Panne informatique mondiale : Le bug de Crowdstrike, « un grain de sable qui suffit pour paralyser tout le système »
Plantage•Aéroports, gares et entreprises du monde entier utilisent massivement Windows et son système de sécuritéXavier Regnier
L'essentiel
- La mise à jour d’un logiciel antivirus appelé Crowdstrike, lié à Windows, a causé des plantages d’ordinateurs en cascade ce vendredi matin, paralysant notamment des aéroports, des gares et de nombreuses entreprises dans le monde entier.
- La panne, toujours en cours, pourrait ne pas être résolue avant plusieurs heures. Mais des solutions temporaires existent pour reprendre une activité.
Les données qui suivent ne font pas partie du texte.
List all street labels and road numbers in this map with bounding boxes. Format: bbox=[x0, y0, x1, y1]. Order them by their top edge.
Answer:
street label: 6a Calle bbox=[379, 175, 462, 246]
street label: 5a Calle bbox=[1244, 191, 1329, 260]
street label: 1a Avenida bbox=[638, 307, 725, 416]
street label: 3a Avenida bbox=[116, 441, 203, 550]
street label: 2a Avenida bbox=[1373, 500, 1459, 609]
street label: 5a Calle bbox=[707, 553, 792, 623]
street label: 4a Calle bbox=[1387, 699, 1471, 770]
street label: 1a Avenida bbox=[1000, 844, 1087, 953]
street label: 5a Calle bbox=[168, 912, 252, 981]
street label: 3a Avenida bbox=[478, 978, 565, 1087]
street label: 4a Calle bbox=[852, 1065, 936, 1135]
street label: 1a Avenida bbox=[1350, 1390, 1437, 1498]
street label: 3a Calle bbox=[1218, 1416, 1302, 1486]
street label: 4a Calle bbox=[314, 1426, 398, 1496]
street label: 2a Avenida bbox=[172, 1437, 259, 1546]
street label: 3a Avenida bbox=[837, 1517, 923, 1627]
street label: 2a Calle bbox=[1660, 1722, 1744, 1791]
- Pour Corinne Henin et Damien Douani, experts interrogés par 20 Minutes, l’incident pose notamment la question de la trop grande dépendance de notre société très numérisée à un nombre réduits d’acteurs.
Panique mondiale. Dans les aéroports, les gares, les entreprises et les collectivités du monde entier, des ordinateurs se sont mis à planter en série, plongeant une partie de l’économie dans la désorganisation la plus totale ce vendredi matin. Une pagaille monstre qui porte un nom : Crowdstrike. Que s’est-il passé ? Cette faille est-elle grave ? Quelle leçon peut-on en tirer ? 20 Minutes fait le point.
Pourquoi des ordinateurs du monde entier se sont mis à planter ?
Ce qui se passe est finalement assez simple. « Un éditeur de logiciel qui propose des solutions de cybersécurité, utilisé dans Windows à un niveau bas pour protéger le système », a été mis à jour hier [jeudi], explique Damien Douani, spécialiste en innovations numériques chez Topos. Ce logiciel, Crowdstrike, utilisé dans de très nombreuses entreprises, « fait anti-virus, pare-feu et détection d’intrusion », ajoute l’experte indépendante en cybersécurité Corinne Henin.
Or, cette mise à jour contient une erreur. Et comme le logiciel « va dans le cœur du système », tout plante. « Tous les postes connectés au cloud ont fait cette mise à jour » au moment de démarrer, et bingo ! « C’est comme un jeu de dominos, il suffit qu’un tombe pour que tout s’effondre », image Damien Douani. « Manifestement, la mise à jour de Crowstrike a été mal testée en interne avant d’être déployée », analyse Corinne Henin. L’ampleur de la panne « montre que Windows est vraiment installé partout dans le monde », observe-t-elle.
Est-ce un problème compliqué à résoudre ?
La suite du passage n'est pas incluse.